■ **Work instruction**: Print the data that follows exactly as it stands, from its first line through the line containing "For a GIS import: Summarize", and stop there.

■ **Provided data**:
[Start of section]

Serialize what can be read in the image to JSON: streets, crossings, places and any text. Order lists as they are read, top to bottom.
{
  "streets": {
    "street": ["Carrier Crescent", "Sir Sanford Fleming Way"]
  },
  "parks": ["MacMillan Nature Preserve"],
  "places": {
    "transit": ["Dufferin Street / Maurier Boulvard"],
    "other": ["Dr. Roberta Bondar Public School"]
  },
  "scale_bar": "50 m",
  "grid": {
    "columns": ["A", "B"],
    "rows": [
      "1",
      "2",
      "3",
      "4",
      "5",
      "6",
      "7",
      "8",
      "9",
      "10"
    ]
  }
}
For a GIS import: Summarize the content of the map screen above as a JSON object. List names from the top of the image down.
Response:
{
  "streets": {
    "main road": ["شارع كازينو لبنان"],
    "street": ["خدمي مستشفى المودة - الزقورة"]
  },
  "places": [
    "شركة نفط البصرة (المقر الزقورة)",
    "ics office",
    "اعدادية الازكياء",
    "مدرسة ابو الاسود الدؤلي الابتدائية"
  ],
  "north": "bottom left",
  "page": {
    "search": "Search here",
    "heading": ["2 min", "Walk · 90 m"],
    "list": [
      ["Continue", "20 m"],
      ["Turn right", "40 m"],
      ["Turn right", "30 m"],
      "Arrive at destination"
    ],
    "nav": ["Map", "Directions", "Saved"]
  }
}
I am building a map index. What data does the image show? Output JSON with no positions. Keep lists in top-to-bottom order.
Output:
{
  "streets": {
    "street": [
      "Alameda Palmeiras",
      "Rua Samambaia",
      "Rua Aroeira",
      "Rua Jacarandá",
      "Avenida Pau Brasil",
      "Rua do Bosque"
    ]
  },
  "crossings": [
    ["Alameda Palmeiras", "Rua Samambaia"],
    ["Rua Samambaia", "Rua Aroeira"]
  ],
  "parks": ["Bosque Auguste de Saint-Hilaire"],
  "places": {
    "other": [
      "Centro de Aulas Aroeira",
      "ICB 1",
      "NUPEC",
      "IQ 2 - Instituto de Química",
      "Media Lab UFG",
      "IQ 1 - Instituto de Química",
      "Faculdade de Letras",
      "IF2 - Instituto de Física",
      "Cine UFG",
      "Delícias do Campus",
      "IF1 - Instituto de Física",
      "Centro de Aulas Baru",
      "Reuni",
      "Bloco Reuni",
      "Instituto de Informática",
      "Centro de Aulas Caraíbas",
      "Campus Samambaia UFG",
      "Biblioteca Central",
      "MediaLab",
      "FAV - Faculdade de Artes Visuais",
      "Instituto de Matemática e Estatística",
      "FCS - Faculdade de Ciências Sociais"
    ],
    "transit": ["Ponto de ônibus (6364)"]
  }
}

[End of section]

■ **Exercise result**:
Serialize what can be read in the image to JSON: streets, crossings, places and any text. Order lists as they are read, top to bottom.
{
  "streets": {
    "street": ["Carrier Crescent", "Sir Sanford Fleming Way"]
  },
  "parks": ["MacMillan Nature Preserve"],
  "places": {
    "transit": ["Dufferin Street / Maurier Boulvard"],
    "other": ["Dr. Roberta Bondar Public School"]
  },
  "scale_bar": "50 m",
  "grid": {
    "columns": ["A", "B"],
    "rows": [
      "1",
      "2",
      "3",
      "4",
      "5",
      "6",
      "7",
      "8",
      "9",
      "10"
    ]
  }
}
For a GIS import: Summarize the content of the map screen above as a JSON object. List names from the top of the image down.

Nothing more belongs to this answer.